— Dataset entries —
——————

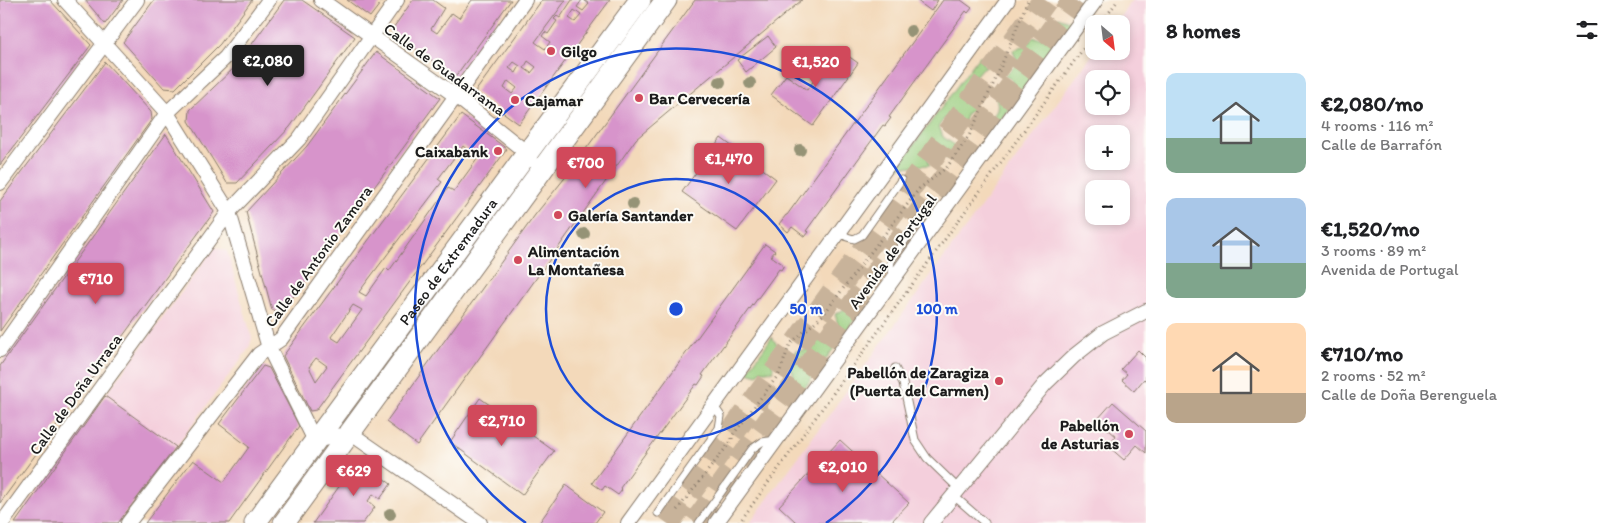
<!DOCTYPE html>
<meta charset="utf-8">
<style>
body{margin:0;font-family:Itim,sans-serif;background:#f2f2f2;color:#202124;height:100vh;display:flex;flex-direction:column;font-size:19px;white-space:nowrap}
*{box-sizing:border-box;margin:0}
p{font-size:16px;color:#757577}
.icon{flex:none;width:28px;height:28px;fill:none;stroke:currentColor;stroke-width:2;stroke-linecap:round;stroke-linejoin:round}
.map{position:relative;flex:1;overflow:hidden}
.drawer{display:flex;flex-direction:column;background:#fff;width:475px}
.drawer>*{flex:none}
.needle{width:32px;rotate:152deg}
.controls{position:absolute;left:1085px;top:15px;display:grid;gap:10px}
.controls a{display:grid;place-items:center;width:45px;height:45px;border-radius:10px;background:#fff;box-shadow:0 2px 8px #0003;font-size:25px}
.price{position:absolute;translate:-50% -42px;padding:0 11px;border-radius:5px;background:#d1495b;color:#fff;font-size:16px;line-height:32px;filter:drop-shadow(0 1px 2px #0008)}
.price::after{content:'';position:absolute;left:50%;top:30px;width:15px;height:11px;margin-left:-8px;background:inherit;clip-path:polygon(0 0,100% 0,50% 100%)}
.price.active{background:#222;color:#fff}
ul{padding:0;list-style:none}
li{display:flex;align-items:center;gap:15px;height:125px;padding:0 20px}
li span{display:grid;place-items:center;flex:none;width:140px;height:100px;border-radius:10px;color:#555}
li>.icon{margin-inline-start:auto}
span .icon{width:60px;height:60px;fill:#fffc;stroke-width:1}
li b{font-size:21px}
h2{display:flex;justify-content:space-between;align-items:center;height:60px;padding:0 20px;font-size:21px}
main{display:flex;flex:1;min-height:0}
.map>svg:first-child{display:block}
</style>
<main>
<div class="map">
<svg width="1146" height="523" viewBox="0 0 1146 523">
<rect width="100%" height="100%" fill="#fdfcf7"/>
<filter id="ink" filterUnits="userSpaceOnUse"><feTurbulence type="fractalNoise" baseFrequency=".02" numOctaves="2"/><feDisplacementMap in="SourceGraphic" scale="10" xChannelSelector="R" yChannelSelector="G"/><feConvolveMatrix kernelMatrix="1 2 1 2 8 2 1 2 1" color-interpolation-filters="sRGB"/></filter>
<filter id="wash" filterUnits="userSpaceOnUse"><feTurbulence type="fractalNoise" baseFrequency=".0096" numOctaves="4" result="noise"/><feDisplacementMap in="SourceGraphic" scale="20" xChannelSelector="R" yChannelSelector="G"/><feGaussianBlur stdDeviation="1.12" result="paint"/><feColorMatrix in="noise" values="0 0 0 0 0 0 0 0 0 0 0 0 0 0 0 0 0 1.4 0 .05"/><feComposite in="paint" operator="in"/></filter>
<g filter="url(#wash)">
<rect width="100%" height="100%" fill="#f3d9ba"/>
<!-- built -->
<path fill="#f4cfdc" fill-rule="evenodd" d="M 1132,0 L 1146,0 L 1146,523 L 750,523 L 1095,51 L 1121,51 L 1121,24 L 1115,24 ZM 1094,79 L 1121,79 L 1121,106 L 1094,106 ZM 1094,134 L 1121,134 L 1121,161 L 1094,161 ZM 1094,189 L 1121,189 L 1121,216 L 1094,216 Z
M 215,247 L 227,251 L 252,338 L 249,348 L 176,447 L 105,396 Z"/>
<!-- green -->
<path fill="#9acd7e" stroke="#5b744d" d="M 1058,17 L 1072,22 L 996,126 L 989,120 C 997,114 1000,105 995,96 L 1009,93 L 1012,85 L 1011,79 L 1004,76 L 1017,64 L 1013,50 L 1026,46 L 1033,37 C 1039,39 1044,38 1049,34 L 1048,25 L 1055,24 L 1058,21 Z
M 980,55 L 983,64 L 987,67 L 982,68 L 975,76 L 975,82 L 978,88 L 970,88 C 962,97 966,102 974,108 L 967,113 L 963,124 L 956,120 L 945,118 L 939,126 L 943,137 L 956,146 L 949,151 L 948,159 L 941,154 L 932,153 L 928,160 L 930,165 L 898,167 Z
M 859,295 L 871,298 L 795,401 L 792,395 L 784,387 C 790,382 794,379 793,371 L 788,368 C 793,363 797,358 795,351 C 806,351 812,348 816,338 L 821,341 L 832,340 L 838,334 L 838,325 L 835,314 L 843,310 L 845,304 L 849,306 L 854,303 Z
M 772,337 L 775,342 L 782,348 L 771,358 L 774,371 L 760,371 L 758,375 L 747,372 Z"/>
<g id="blocks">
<!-- building -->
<path fill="#d794cb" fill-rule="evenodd" d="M 0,0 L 50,0 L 91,45 L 0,165 Z
M 85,0 L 123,0 L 105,24 Z
M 154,0 L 252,0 L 220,44 L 175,89 L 164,88 L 123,42 Z
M 284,0 L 302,0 L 355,37 L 290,127 L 237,183 L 227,183 L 189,121 L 190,110 L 236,66 Z
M 347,0 L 383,0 L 370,17 Z
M 413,0 L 433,0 L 444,8 L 431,29 L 437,33 L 452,13 L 459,18 L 472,0 L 511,0 L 455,77 L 391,31 Z
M 542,0 L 566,0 L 535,42 L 545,49 L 550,42 L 542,36 L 545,32 L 548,34 L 557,21 L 554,19 L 557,16 L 560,18 L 572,0 L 582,0 L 577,7 L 583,11 L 589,4 L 584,0 L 610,0 L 519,124 L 475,92 ZM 574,10 L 581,15 L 575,22 L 569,18 ZM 528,61 L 536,67 L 531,73 L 524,68 ZM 514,62 L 520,66 L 516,73 L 509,68 ZM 508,81 L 517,88 L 512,94 L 504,88 Z
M 695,0 L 802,0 L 636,139 L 417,445 L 386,422 L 535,215 L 564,179 Z
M 916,0 L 938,0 L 931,11 Z
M 943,0 L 961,0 L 972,8 L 968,13 L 966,11 L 889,117 L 891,118 L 885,126 L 883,125 L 806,231 L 809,232 L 805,237 L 792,227 L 788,232 L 779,224 L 786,215 L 787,215 Z
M 768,36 L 776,47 L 746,72 L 737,60 Z
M 837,48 L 858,63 L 813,126 L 771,95 L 786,75 L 807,90 Z
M 376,52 L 440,98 L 282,312 L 272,310 L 246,212 L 307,146 Z
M 105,62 L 151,112 L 152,119 L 0,331 L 0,201 Z
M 461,115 L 507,149 L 316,410 L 310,411 L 283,356 ZM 463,146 L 478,158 L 454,191 L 448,188 L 389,271 L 386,268 L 366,296 L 359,292 L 442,182 L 438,179 ZM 353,305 L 362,310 L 339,342 L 331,337 ZM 316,358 L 327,366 L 316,381 L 309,367 Z
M 166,134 L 214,212 L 0,503 L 0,366 Z
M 721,138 L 776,179 L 737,231 L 682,192 Z
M 765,244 L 775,251 L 771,256 L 784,265 L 781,270 L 779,269 L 702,375 L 704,376 L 698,385 L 696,384 L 644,455 L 620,488 L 622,490 L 618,495 L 605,486 L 602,490 L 592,483 Z
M 1138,350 L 1146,358 L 1146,381 L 1144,379 L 1134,391 L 1122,380 L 1127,374 L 1121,369 Z
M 263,366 L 269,368 L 299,426 L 229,523 L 145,523 L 193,460 L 224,482 L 249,447 L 219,424 Z
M 105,396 L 176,447 L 118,523 L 15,523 Z
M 480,398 L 554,451 L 522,495 L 450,442 Z
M 1113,402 L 1146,431 L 1146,453 L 1137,445 L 1124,460 L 1108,446 L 1116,436 L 1097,420 Z
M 840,440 L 909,503 L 890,523 L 797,523 L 779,506 Z
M 358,460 L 391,484 L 380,499 L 373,494 L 368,501 L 375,507 L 363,523 L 313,523 Z
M 566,485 L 603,512 L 595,523 L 539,523 Z"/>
</g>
</g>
<g filter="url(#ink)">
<use href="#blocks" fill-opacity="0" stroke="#887a6b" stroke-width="1"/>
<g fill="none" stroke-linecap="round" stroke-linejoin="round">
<!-- highway-tunnel -->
<path stroke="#c8b39a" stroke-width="25" stroke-dasharray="25 12" stroke-linecap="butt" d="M 667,523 L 1045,0
M 696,523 L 1075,0"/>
<defs>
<path id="lane" d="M 839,231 L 847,237 L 854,239 L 862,235 L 901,180
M 896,275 C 889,269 889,265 893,257 L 932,203
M 895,368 L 903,383 L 915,440 L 927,458 L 959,489
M 954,496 L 985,523
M 658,513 L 719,428 L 721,416 L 714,406
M 699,523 L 752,449 L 762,442 L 769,441 L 774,444"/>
<path id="street" d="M 65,0 L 167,113 L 229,212 L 269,348 L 315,441 L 350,433 L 480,523
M 321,0 L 456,96 L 527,153 L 530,160
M 0,183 L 137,0
M 0,350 L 167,113 L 226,57 L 269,0
M 2,523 L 229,212 L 299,139 L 397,0
M 128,523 L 259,354 L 281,339 L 525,0
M 628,523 L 1008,0
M 716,523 L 1096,0
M 931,523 L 1045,384 L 1074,356 L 1103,333 L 1146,311"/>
<g id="primary">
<path id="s1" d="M 255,523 L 640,0"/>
<path d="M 284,523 L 666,0"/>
</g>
</defs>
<!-- lane casing -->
<use href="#lane" stroke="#887a6b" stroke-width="9"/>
<!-- street casing -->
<use href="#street" stroke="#887a6b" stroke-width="16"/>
<!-- primary casing -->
<use href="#primary" stroke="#887a6b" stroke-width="23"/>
<!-- path -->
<path stroke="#887a6b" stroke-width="3" stroke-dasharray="1 4" stroke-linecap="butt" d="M 1101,24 L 1118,0
M 677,510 L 732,440 L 732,436 L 779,374 L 790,344 L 823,315 L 919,189 L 947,167 L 969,136 L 997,76 L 1028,0
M 739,523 L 1094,34"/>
<!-- lane -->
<use href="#lane" stroke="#fff" stroke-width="7"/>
<!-- street -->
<use href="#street" stroke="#fff" stroke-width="14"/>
<!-- primary -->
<use href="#primary" stroke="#fff" stroke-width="21"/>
</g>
<!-- trees -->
<g fill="#959376">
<circle cx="911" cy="31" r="6"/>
<circle cx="720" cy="82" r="6"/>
<circle cx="750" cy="83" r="6"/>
<circle cx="800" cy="150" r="6"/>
<circle cx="633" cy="204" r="6"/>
<circle cx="584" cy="234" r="6"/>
<circle cx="390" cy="514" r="6"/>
</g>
</g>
<!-- distance rings -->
<g fill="none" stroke="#1d4ed8" stroke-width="2.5">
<circle cx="676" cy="309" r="130"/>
<path d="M526 523A261 261 0 1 1 826 523"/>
</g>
<!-- markers -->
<g fill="#d1495b" stroke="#fdfcf7" stroke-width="2">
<circle cx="551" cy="51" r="5"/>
<circle cx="639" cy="98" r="5"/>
<circle cx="515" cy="100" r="5"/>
<circle cx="498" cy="151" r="5"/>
<circle cx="558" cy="215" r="5"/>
<circle cx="518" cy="260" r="5"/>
<circle cx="999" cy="381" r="5"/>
<circle cx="1129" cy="434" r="5"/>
</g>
<g text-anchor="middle" stroke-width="4" stroke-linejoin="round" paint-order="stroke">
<!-- poi labels -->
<g font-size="16" font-weight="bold" fill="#1c1c1c" stroke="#fdfcf7" text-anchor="start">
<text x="561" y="57">Gilgo</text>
<text x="649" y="104">Bar Cervecería</text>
<text x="525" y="106">Cajamar</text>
<text x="488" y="157" text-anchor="end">Caixabank</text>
<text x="568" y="221">Galería Santander</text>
<text x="528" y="257">Alimentación<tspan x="528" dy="18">La Montañesa</tspan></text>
<text x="989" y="378" text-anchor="end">Pabellón de Zaragiza<tspan x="989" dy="18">(Puerta del Carmen)</tspan></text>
<text x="1119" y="431" text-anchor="end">Pabellón<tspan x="1119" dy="18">de Asturias</tspan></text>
</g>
<!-- street labels -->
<g font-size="16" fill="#1c1c1c" stroke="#fdfcf7">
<text transform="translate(445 69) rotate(36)" y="6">Calle de Guadarrama</text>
<text transform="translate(892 251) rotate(-54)" y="6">Avenida de Portugal</text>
<text transform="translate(318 256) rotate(-54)" y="6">Calle de Antonio Zamora</text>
<text dy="6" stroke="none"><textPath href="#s1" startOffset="325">Paseo de Extremadura</textPath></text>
<text transform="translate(75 394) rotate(-54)" y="6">Calle de Doña Urraca</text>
</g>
</g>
<circle cx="676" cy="309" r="8" fill="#1d4ed8" stroke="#fdfcf7" stroke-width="2.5"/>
<g font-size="15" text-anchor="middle" font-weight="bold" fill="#1d4ed8" stroke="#fdfcf7" stroke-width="4" stroke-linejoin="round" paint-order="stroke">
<text x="806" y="314">50 m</text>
<text x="937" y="314">100 m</text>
</g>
</svg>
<div class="controls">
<a><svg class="needle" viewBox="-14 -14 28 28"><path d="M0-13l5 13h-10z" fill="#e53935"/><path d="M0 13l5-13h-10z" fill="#757577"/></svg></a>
<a><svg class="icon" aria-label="locate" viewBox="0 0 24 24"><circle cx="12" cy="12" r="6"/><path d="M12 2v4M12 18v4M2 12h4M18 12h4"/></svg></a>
<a>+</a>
<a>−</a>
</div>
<b class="price active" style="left:268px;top:87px">€2,080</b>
<b class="price" style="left:816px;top:88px">€1,520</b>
<b class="price" style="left:729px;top:185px">€1,470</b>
<b class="price" style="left:586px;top:189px">€700</b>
<b class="price" style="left:96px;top:305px">€710</b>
<b class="price" style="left:502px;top:447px">€2,710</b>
<b class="price" style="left:843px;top:493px">€2,010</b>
<b class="price" style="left:354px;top:497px">€629</b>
</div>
<section class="drawer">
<h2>8 homes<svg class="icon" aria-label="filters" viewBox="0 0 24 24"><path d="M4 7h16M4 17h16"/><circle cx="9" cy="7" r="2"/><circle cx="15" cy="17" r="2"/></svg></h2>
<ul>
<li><span style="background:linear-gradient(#bfe0f5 65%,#7fa58c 0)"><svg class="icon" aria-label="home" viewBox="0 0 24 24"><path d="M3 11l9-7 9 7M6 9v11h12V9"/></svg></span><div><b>€2,080/mo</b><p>4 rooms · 116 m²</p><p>Calle de Barrafón</p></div></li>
<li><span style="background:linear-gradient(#a9c7e8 65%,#7fa58c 0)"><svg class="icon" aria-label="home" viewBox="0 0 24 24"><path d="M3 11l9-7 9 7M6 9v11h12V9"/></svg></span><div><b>€1,520/mo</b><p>3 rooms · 89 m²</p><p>Avenida de Portugal</p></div></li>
<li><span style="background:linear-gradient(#ffd9b3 70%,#b9a48a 0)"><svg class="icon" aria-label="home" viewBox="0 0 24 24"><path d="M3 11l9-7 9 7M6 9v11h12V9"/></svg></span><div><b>€710/mo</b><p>2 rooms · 52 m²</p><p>Calle de Doña Berenguela</p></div></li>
</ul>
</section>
</main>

——————

From the data, list each line in which the string "filters" appears.

<filter id="ink" filterUnits="userSpaceOnUse"><feTurbulence type="fractalNoise" baseFrequency=".02" numOctaves="2"/><feDisplacementMap in="SourceGraphic" scale="10" xChannelSelector="R" yChannelSelector="G"/><feConvolveMatrix kernelMatrix="1 2 1 2 8 2 1 2 1" color-interpolation-filters="sRGB"/></filter>
<h2>8 homes<svg class="icon" aria-label="filters" viewBox="0 0 24 24"><path d="M4 7h16M4 17h16"/><circle cx="9" cy="7" r="2"/><circle cx="15" cy="17" r="2"/></svg></h2>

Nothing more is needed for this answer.